The orbital magnetic dipole moment (μL) of an electron in an atomic orbital is given by the formula:

μL = -μB * L

where μB is the Bohr magneton and L is the orbital angular momentum quantum number.

For a 3p state, the value of L is 1 (since p corresponds to l=1).

So, the magnitude of the orbital magnetic dipole moment of the electron in the 3p state is:

μL = -μB * 1 = -μB

Therefore, the magnitude of the orbital magnetic dipole moment of the electron in the 3p state is 1 Bohr magneton.

Question

The orbital magnetic dipole moment (μL) of an electron in an atomic orbital is given by the formula:

μL = -μB * L

where μB is the Bohr magneton and L is the orbital angular momentum quantum number.
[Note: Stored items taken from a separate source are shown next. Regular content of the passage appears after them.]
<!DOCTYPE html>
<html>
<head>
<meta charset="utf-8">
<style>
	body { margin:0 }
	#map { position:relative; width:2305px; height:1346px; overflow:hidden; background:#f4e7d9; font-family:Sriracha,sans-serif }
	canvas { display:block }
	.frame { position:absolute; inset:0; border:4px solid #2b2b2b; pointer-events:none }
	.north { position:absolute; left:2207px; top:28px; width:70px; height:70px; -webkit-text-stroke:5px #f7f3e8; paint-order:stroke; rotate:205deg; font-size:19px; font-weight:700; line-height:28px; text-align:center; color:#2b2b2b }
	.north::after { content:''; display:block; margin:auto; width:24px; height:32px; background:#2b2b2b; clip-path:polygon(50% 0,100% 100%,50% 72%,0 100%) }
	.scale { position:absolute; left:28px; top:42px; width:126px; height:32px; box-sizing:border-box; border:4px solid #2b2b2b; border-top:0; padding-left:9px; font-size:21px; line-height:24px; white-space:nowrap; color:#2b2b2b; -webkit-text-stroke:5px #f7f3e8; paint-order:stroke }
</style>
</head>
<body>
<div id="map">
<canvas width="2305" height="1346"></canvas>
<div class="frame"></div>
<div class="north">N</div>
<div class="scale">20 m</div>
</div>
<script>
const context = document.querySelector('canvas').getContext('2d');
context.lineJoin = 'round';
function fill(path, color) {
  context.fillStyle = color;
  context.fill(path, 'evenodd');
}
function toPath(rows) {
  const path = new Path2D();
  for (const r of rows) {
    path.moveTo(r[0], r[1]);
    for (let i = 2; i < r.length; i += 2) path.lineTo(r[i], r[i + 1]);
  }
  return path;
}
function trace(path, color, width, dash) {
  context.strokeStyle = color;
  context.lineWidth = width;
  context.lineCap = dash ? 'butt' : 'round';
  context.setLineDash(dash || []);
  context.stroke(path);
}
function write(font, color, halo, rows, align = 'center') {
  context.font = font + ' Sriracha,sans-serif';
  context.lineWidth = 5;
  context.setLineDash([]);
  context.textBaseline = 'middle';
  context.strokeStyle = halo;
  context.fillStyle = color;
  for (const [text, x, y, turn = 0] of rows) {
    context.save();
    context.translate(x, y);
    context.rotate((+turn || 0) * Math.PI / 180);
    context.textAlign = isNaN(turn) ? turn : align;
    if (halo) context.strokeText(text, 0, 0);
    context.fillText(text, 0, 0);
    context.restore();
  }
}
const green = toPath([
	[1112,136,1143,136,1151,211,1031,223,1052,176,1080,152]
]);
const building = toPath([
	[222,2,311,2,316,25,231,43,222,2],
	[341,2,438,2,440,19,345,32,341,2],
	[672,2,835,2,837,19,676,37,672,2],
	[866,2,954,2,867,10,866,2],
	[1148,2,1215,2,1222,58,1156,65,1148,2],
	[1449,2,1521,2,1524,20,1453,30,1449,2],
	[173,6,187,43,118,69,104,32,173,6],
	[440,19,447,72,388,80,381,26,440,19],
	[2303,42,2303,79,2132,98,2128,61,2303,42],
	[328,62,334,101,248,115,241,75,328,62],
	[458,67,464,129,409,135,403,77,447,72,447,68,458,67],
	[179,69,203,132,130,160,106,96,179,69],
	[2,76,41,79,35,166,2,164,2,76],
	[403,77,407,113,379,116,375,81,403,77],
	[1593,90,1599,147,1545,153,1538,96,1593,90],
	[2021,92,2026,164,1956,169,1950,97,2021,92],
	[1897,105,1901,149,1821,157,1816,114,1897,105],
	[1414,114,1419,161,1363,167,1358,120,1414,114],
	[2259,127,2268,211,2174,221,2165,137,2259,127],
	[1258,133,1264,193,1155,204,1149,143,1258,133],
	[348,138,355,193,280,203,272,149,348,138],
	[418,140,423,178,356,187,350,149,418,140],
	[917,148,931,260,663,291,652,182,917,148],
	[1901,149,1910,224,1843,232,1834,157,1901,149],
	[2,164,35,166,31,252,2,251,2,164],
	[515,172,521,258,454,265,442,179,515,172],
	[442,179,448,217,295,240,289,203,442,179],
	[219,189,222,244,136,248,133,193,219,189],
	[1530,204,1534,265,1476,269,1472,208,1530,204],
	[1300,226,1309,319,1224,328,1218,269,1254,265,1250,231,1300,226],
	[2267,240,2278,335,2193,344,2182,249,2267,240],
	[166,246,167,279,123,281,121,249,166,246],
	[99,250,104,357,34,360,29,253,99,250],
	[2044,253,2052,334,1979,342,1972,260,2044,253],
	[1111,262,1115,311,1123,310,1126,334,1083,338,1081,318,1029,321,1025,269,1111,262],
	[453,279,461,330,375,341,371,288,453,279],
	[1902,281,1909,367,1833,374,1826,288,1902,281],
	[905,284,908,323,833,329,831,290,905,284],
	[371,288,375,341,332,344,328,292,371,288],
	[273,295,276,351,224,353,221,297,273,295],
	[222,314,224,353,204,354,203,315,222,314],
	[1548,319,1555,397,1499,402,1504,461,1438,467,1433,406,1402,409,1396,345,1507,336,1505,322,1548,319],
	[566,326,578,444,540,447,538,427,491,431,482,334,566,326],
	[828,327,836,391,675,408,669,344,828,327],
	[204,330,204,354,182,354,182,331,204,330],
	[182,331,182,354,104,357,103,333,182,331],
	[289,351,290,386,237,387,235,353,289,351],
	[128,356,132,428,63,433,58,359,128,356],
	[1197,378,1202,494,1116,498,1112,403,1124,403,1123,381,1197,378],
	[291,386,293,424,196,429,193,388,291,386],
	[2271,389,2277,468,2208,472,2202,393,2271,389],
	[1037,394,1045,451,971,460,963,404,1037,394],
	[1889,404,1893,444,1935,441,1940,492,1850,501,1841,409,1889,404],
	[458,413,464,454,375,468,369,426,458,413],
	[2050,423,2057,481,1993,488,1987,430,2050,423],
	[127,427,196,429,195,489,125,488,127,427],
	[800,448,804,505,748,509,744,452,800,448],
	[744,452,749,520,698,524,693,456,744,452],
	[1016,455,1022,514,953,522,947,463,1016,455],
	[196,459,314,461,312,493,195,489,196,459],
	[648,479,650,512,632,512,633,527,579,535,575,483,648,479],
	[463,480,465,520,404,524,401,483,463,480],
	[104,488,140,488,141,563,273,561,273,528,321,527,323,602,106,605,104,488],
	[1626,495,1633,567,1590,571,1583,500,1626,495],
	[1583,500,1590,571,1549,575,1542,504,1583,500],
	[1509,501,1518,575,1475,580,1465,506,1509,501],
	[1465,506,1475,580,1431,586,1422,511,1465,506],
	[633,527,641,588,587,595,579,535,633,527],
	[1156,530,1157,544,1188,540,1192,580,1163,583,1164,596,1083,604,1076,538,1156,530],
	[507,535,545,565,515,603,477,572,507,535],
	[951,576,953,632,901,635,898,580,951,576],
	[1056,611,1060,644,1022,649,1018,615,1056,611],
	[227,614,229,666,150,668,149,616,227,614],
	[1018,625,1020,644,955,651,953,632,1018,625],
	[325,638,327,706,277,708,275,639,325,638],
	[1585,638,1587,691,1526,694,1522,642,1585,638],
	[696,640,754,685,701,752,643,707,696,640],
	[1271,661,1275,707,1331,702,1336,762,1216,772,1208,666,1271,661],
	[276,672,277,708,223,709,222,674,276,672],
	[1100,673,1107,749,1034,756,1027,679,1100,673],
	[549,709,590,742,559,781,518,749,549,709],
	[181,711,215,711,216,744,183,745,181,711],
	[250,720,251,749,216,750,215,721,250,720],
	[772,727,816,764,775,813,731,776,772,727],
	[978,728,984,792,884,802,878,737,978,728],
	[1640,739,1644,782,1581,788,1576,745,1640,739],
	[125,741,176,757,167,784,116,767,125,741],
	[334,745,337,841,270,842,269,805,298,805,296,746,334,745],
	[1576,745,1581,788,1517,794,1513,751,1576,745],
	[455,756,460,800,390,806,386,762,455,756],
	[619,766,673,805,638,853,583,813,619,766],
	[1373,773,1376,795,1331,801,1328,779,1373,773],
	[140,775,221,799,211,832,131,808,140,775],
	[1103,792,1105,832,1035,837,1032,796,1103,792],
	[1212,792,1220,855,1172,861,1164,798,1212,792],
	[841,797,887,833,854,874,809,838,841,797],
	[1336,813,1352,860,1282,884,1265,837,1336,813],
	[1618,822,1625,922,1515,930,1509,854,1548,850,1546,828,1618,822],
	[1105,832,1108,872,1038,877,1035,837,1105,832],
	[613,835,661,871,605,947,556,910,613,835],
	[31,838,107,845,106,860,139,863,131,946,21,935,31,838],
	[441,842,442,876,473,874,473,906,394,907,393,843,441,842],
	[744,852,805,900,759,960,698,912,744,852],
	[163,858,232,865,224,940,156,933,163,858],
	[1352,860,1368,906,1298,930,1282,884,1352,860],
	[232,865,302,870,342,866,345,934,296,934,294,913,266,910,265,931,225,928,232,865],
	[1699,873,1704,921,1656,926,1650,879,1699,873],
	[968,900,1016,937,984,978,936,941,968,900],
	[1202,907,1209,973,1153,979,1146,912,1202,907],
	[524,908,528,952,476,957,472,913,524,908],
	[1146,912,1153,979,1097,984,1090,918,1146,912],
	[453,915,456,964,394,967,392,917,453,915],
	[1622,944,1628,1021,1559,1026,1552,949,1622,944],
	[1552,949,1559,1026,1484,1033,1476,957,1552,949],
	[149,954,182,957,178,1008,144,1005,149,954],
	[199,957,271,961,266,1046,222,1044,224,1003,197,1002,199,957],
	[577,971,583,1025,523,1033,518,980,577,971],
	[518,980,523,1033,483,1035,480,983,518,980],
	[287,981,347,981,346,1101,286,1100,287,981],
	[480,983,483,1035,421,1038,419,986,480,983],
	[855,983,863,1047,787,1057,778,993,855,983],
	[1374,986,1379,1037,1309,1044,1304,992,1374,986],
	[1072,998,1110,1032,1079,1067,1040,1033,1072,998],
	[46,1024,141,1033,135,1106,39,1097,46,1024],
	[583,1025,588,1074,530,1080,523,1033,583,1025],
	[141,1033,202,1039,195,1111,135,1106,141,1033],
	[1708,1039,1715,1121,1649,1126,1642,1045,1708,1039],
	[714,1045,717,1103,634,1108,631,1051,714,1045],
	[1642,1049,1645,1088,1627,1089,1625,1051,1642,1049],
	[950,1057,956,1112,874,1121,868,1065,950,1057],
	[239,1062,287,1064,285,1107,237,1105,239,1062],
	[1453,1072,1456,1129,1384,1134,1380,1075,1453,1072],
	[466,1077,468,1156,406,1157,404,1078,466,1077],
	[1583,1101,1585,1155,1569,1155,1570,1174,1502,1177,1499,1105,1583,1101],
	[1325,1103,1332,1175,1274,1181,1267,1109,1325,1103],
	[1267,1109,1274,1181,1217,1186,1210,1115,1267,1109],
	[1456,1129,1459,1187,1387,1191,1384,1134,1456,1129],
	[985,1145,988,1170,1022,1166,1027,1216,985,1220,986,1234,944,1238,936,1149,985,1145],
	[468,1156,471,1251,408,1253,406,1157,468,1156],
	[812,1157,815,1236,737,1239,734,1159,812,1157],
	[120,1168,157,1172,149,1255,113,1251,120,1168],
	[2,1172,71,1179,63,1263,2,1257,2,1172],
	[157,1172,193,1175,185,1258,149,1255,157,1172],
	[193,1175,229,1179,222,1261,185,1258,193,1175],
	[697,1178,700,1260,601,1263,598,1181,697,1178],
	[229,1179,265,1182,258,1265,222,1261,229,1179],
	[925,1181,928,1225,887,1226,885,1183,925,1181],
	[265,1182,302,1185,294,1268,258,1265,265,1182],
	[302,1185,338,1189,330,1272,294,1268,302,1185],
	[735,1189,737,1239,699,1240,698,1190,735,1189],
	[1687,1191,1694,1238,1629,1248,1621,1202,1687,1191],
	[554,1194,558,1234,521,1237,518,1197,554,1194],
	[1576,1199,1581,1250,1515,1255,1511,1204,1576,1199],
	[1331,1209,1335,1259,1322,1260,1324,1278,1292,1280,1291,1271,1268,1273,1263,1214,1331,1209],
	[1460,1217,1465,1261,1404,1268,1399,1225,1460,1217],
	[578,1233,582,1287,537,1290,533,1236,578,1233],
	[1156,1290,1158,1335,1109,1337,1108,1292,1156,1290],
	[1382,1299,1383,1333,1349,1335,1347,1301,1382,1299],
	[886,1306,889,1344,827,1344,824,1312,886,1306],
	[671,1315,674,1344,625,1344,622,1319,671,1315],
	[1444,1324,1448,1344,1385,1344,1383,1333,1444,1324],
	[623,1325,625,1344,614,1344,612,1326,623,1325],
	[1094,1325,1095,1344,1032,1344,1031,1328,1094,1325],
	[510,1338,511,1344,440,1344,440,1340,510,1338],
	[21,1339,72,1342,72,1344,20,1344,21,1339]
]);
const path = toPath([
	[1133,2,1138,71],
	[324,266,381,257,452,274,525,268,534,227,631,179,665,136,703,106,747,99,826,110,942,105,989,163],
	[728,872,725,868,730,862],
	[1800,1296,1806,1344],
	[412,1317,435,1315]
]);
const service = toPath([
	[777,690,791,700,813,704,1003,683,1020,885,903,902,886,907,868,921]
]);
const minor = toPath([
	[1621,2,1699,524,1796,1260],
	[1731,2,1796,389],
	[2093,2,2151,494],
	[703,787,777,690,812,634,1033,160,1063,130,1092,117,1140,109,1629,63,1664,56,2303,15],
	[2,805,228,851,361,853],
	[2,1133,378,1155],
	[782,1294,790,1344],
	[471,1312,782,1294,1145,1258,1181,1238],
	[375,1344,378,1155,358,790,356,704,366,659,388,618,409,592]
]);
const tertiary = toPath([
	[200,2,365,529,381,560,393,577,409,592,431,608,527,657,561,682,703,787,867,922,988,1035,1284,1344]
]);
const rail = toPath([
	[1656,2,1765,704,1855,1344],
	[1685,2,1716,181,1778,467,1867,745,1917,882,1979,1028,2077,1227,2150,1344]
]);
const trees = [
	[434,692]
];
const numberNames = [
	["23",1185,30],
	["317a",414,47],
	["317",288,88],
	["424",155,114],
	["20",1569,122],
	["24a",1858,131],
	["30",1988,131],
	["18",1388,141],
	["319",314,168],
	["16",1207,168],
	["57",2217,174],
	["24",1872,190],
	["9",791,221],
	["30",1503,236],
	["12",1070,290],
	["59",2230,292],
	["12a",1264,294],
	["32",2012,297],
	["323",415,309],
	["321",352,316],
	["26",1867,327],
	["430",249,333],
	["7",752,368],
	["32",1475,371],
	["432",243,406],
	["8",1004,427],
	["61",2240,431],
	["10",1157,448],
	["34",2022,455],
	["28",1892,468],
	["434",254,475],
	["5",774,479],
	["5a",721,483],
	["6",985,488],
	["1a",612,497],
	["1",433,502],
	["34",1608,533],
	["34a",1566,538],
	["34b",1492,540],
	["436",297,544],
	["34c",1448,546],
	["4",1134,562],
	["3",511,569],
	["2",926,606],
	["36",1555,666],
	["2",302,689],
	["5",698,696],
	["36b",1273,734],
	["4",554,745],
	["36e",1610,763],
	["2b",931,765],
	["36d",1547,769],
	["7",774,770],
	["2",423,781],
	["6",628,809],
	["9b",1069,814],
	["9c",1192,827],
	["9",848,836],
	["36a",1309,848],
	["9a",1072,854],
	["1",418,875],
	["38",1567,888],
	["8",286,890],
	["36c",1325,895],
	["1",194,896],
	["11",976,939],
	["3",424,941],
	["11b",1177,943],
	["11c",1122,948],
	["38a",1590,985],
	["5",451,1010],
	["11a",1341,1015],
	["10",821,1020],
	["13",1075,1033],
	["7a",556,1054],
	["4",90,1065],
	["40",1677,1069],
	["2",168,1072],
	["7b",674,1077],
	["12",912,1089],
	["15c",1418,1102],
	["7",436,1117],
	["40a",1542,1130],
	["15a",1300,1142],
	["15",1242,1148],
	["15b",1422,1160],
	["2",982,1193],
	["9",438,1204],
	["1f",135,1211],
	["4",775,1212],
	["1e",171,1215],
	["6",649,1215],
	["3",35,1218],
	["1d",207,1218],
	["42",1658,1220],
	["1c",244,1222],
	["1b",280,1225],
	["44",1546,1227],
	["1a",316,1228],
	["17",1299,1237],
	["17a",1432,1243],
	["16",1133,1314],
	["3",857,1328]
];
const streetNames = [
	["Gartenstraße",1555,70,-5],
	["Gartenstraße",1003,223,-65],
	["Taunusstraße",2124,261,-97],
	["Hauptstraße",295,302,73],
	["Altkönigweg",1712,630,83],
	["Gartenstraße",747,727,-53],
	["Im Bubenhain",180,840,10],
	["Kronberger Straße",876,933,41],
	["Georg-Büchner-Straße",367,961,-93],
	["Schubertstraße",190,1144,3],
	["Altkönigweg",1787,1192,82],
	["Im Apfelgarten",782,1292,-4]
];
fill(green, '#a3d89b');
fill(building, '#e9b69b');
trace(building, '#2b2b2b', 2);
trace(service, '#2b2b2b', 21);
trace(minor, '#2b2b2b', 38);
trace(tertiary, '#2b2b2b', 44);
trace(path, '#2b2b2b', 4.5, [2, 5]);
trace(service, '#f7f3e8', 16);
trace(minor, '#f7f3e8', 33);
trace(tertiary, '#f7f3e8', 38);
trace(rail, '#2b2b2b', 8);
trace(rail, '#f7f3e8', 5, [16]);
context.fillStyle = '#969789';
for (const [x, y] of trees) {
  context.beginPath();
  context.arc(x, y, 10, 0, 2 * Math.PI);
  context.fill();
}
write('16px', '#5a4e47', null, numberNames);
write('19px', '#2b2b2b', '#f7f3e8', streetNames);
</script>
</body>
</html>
For a 3p state, the value of L is 1 (since p corresponds to l=1).

So, the magnitude of the orbital magnetic dipole moment of the electron in the 3p state is:

μL = -μB * 1 = -μB

Therefore, the magnitude of the orbital magnetic dipole moment of the electron in the 3p state is 1 Bohr magneton.

Knowee AI · Accepted Answer

The orbital magnetic dipole moment (μL) of an electron in an atomic orbital is given by the formula:

μL = -μB * L

where μB is the Bohr magneton and L is the orbital angular momentum quantum number.

For a 3p state, the value of L is 1 (since p corresponds to l=1).

So, the magnitude of the orbital magnetic dipole moment of the electron in the 3p state is:

μL = -μB * 1 = -μB

Therefore, the magnitude of the orbital magnetic dipole moment of the electron in the 3p state is 1 Bohr magneton.

Find the magnitude of the orbital magnetic dipole moment of the electron in in the 3p state. Provide your answer in terms of the number of Bohr magneton.